DUSP1 alleviates LPS-induced acute lung injury by inhibiting the SHP2-JNK axis and mitochondrial apoptosis.

Background: Lipopolysaccharide (LPS) induces acute lung injury (ALI), a condition characterized by oxidative stress, inflammation, and apoptosis, ultimately leading to respiratory failure. Dual-specificity phosphatase 1 (DUSP1), a key regulator of MAPK signaling, may offer protection against inflammatory damage.

Objective: This study aimed to investigate the protective effects of DUSP1 overexpression against LPS-induced inflammatory injury and to explore the underlying molecular mechanisms using both in vitro and in vivo models.

Methods: Cellular and murine ALI models were established using LPS. DUSP1 was overexpressed via plasmid transfection for in vitro experiments and viral vectors for in vivo studies. Cell viability, apoptosis, reactive oxygen species (ROS), and pro-inflammatory cytokine levels (IL-1β, IL-6, TNF-α) were assessed. In mice, lung injury was evaluated through bronchoalveolar lavage fluid (BALF) analysis, lung mechanics, and histopathology. DUSP1-SHP2 interactions were predicted using bioinformatics and validated through co-immunoprecipitation. JNK pathway activation was analyzed by Western blotting, and dual-luciferase reporter assays confirmed the regulatory interaction between DUSP1 and SHP2.

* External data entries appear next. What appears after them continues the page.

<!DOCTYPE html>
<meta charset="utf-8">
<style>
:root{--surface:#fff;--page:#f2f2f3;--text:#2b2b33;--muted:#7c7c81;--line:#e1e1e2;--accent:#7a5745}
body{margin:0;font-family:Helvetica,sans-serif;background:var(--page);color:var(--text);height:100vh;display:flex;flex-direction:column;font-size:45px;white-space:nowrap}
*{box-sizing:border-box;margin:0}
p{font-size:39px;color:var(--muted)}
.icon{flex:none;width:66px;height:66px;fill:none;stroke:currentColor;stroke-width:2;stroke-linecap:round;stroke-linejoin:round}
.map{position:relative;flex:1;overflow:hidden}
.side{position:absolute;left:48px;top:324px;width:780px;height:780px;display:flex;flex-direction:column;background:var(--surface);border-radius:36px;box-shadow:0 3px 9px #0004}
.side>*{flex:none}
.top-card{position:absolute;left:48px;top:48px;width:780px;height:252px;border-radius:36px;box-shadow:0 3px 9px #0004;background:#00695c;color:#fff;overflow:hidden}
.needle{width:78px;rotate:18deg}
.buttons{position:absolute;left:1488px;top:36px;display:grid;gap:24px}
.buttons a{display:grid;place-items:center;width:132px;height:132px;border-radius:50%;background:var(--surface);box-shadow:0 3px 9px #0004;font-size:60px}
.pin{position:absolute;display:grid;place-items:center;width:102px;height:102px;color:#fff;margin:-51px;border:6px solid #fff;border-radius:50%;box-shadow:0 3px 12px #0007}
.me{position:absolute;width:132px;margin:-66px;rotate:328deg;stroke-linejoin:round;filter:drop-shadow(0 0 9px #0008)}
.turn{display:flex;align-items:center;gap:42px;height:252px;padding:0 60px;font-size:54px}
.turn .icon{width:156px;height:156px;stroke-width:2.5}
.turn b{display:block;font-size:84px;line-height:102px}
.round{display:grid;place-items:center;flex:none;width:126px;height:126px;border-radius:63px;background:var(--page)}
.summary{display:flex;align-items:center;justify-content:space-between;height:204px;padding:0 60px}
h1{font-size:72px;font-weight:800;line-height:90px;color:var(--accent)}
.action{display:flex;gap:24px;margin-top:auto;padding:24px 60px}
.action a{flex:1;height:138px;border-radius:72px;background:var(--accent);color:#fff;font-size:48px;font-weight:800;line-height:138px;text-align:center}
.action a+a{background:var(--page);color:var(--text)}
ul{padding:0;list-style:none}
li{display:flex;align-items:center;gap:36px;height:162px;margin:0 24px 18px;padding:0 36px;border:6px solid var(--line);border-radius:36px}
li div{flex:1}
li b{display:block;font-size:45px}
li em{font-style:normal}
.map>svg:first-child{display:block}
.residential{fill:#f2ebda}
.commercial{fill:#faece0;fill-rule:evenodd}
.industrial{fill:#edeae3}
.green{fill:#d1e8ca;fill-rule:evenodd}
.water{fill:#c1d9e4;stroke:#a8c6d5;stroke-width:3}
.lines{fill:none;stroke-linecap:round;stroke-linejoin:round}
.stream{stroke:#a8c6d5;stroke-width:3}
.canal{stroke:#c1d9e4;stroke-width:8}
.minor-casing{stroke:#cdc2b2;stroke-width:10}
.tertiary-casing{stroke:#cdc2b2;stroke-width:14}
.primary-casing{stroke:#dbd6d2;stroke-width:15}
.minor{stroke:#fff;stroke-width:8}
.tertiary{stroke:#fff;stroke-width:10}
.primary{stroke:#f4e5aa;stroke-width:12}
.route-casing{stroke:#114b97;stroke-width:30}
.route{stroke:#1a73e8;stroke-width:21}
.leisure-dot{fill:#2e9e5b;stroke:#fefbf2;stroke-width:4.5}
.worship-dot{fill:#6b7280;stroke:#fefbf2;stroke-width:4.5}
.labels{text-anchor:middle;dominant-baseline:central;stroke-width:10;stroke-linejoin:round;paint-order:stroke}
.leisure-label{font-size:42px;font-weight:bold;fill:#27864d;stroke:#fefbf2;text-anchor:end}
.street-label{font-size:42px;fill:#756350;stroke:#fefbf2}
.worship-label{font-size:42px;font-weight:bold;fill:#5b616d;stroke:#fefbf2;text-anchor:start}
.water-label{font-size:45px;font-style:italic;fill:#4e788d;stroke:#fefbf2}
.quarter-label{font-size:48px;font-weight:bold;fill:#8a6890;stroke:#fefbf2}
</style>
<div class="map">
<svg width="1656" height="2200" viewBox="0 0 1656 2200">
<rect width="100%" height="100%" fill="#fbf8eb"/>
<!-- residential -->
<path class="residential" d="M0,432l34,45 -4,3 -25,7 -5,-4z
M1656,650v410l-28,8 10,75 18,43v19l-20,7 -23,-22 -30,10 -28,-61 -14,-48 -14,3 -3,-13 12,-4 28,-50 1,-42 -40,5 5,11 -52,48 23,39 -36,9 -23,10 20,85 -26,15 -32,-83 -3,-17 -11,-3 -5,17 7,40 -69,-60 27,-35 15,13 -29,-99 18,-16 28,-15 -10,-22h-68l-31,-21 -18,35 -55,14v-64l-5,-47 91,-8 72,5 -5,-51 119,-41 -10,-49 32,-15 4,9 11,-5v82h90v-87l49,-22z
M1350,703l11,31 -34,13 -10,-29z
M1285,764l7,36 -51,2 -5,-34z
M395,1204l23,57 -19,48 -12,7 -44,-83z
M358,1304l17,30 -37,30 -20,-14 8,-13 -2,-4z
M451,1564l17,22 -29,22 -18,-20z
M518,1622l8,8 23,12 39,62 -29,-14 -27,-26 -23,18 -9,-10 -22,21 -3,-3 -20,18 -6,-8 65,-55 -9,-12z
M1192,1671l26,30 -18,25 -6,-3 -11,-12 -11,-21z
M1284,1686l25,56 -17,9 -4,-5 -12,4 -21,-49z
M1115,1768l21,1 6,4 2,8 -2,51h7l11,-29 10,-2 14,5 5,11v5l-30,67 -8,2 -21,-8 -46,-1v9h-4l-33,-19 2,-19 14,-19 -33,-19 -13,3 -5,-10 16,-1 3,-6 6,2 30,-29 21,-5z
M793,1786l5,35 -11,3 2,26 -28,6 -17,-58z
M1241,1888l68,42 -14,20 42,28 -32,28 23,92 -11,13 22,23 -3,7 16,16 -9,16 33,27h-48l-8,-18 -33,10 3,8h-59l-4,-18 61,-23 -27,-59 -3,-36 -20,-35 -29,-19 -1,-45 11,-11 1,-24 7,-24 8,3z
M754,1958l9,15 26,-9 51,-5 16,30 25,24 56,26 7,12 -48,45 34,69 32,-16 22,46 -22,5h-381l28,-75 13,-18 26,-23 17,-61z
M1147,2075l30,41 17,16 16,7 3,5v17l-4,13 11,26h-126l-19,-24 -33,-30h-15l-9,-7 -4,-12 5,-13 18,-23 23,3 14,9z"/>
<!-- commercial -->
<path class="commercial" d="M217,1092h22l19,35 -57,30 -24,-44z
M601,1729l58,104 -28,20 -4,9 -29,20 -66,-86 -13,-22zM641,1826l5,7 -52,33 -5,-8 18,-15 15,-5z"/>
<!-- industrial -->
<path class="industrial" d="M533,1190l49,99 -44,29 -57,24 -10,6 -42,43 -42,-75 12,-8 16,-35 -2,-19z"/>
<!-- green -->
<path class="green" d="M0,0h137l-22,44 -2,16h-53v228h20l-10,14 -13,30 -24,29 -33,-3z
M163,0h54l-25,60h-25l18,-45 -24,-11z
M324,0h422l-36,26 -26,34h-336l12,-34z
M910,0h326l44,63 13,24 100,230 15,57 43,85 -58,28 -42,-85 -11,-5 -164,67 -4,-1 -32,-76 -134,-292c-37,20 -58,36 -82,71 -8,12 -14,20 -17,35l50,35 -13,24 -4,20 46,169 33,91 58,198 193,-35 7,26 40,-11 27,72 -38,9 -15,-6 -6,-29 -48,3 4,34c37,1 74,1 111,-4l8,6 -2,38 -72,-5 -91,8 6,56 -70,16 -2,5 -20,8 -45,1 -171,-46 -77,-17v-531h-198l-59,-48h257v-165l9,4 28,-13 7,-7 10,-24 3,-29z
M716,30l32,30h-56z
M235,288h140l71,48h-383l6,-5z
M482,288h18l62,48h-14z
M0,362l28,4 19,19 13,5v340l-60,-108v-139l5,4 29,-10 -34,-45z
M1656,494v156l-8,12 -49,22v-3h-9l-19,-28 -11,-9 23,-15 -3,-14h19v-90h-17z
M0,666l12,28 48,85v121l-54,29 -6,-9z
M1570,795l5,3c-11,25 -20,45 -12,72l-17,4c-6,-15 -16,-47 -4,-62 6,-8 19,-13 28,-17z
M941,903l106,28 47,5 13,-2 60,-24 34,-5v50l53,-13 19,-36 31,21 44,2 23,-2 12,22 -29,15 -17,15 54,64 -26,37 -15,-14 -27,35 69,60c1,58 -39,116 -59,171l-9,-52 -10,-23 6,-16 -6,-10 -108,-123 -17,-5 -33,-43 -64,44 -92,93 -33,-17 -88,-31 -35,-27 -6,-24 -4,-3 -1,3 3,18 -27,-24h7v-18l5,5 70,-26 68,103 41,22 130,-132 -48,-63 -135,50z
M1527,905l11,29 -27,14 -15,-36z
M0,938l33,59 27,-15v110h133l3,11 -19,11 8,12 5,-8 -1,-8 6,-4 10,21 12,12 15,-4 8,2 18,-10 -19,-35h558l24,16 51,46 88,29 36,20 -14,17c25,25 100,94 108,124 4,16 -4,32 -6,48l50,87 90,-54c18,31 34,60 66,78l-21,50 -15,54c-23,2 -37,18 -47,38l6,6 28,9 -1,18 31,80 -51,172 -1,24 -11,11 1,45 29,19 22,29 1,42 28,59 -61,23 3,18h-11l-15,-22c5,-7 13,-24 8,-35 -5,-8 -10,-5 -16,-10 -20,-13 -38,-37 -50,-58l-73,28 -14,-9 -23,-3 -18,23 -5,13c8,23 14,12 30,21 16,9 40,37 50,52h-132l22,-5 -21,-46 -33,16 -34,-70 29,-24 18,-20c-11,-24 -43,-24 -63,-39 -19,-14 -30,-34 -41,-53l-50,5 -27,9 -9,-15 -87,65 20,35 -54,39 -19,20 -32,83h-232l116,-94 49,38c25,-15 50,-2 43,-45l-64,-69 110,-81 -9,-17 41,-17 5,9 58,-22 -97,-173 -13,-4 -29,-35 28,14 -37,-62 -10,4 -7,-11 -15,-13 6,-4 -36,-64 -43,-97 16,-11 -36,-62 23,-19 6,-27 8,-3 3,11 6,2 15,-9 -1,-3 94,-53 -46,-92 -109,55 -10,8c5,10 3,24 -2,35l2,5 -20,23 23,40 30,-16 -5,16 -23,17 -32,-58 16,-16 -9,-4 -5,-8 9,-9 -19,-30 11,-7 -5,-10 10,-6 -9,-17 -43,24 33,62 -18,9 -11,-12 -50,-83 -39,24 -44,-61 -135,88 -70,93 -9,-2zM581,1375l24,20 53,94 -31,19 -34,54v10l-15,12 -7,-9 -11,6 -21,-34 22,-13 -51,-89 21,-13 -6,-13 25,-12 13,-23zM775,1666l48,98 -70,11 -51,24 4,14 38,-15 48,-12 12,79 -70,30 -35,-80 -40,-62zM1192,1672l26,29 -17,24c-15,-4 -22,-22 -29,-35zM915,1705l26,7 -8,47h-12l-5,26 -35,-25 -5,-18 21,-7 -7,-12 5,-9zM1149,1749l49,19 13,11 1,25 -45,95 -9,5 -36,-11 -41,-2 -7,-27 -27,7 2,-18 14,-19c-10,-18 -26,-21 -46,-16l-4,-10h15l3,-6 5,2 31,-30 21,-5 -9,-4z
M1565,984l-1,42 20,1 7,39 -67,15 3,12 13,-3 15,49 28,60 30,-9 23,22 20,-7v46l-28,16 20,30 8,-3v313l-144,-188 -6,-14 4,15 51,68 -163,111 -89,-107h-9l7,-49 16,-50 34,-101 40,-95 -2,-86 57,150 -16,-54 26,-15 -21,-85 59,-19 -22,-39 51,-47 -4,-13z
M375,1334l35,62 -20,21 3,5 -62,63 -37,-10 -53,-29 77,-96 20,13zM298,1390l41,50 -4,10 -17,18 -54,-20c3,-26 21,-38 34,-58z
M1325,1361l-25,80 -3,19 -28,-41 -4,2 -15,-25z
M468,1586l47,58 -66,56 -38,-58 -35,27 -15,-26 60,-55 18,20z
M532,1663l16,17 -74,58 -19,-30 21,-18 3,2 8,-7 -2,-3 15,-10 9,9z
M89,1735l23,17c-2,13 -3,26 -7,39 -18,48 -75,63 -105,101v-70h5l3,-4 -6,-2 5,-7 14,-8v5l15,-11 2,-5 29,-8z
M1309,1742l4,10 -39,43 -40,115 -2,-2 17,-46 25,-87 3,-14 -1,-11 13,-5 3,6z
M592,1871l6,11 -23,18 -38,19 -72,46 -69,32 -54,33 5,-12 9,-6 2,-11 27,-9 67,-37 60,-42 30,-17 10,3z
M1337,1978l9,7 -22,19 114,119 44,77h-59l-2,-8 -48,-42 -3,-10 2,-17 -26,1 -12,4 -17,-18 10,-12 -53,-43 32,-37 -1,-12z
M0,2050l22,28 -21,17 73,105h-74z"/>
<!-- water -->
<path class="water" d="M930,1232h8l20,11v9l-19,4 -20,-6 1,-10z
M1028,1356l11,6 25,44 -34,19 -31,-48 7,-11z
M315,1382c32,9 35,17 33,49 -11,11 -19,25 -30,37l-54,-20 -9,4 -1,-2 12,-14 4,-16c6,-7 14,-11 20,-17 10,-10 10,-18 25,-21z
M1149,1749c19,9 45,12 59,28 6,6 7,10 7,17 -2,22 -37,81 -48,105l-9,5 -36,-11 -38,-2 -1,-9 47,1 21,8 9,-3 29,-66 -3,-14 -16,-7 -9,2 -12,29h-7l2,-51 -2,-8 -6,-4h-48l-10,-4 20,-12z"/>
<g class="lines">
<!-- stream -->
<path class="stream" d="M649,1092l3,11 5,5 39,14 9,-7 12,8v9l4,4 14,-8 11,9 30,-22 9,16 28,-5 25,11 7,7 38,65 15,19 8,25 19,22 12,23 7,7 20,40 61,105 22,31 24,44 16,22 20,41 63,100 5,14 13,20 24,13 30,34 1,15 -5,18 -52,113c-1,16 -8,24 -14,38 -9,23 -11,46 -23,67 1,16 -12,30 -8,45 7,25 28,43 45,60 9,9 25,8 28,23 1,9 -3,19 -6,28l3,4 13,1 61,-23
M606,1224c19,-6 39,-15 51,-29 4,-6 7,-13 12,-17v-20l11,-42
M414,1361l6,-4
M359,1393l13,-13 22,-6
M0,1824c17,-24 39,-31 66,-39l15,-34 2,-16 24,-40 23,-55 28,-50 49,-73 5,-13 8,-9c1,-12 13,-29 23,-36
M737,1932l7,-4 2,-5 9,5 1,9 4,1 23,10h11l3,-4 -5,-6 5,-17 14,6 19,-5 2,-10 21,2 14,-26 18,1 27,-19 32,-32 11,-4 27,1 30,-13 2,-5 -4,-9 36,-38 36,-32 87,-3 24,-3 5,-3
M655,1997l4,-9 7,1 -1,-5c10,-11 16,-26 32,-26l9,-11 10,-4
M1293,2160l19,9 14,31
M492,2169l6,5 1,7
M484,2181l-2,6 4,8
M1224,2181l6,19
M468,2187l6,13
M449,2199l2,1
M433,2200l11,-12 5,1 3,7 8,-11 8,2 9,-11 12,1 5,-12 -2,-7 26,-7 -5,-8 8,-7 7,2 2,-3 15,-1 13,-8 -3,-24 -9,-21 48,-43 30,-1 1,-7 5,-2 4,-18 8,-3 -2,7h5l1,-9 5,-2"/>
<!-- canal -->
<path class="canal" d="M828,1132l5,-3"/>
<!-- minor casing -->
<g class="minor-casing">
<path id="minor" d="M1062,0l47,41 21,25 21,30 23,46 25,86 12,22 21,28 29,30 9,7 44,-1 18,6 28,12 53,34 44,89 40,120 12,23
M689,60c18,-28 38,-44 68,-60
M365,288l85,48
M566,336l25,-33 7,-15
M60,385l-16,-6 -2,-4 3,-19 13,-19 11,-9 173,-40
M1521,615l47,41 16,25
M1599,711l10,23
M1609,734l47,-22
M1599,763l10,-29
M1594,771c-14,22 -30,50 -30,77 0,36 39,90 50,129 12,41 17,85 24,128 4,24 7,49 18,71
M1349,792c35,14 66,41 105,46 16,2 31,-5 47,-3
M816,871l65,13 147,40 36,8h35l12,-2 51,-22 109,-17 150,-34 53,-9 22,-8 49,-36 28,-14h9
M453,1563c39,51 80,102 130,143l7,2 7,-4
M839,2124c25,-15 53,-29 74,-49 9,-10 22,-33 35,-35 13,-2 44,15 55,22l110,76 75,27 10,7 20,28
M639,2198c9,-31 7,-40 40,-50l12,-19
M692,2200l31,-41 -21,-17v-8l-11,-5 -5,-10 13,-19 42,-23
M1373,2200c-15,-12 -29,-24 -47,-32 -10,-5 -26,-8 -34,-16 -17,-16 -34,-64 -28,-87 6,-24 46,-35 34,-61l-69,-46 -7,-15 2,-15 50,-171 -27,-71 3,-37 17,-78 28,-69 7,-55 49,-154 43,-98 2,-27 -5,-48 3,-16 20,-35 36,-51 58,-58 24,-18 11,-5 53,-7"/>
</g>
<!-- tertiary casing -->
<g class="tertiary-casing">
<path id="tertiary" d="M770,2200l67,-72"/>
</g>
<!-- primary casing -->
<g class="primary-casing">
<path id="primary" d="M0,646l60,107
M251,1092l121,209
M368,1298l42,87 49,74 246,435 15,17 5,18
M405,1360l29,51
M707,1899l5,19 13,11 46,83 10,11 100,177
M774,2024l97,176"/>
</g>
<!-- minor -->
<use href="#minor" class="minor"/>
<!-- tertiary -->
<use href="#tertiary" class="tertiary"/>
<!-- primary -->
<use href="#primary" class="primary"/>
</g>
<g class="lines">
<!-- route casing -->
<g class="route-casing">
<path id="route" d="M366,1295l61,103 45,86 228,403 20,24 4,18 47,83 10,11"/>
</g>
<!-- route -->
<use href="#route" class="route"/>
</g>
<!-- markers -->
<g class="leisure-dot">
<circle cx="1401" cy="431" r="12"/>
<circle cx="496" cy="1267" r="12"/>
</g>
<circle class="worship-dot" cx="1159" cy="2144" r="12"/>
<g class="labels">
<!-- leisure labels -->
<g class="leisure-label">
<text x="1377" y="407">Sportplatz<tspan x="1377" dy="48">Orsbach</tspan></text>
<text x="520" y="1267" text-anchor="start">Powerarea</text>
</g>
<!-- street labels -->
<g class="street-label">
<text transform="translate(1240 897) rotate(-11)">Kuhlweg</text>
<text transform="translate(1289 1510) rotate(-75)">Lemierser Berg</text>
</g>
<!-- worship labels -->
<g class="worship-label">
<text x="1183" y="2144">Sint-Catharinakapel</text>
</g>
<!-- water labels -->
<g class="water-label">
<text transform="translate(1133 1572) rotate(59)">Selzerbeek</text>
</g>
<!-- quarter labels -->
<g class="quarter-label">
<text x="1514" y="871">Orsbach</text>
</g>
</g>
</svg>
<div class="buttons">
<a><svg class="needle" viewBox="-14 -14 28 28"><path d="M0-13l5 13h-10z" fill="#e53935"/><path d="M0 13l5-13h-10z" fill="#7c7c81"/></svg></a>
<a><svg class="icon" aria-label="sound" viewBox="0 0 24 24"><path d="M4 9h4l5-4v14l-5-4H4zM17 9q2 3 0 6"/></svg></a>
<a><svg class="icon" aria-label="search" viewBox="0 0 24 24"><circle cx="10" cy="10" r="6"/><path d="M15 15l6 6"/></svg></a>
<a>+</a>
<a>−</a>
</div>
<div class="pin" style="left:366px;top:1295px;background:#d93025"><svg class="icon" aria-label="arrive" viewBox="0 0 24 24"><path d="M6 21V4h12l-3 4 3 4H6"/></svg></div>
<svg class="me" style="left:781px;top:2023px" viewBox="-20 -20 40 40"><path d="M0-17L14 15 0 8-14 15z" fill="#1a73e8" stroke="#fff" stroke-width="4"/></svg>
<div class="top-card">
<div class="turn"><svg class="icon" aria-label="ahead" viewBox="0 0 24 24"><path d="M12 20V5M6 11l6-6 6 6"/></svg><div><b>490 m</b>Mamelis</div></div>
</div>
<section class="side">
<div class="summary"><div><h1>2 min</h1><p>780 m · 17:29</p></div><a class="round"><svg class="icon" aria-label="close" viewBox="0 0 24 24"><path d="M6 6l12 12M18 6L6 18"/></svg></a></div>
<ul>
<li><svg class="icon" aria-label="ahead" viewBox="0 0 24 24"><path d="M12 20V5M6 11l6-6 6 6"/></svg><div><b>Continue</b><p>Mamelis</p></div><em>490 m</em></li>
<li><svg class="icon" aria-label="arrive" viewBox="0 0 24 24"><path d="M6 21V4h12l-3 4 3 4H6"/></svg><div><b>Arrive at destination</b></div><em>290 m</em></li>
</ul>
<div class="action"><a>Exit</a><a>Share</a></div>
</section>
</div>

Results: In vitro, DUSP1 overexpression significantly enhanced cell viability while reducing apoptosis, ROS, malondialdehyde (MDA), and inflammatory cytokines in LPS-stimulated cells. In vivo, DUSP1 overexpression substantially alleviated LPS-induced lung injury, evidenced by decreased BALF protein, reduced lung water content, lower airway resistance, improved pulmonary function, and less tissue damage. Mechanistically, DUSP1 directly interacted with SHP2, inhibiting its phosphorylation, which in turn suppressed the phosphorylation of p53 and JNK. DUSP1 overexpression also downregulated PINK1/Parkin-mediated mitophagy, key pro-apoptotic proteins (Cytochrome C, Caspase-3, Bax), and the NLRP3 inflammasome. Anisomycin treatment reversed these protective effects, confirming the dependence of DUSP1's protective action on JNK pathway inhibition.

Conclusion: DUSP1 overexpression alleviates LPS-induced lung inflammation and injury by targeting the SHP2-JNK axis and restoring mitochondrial homeostasis. These findings position DUSP1 as a promising therapeutic target for inflammatory lung disorders.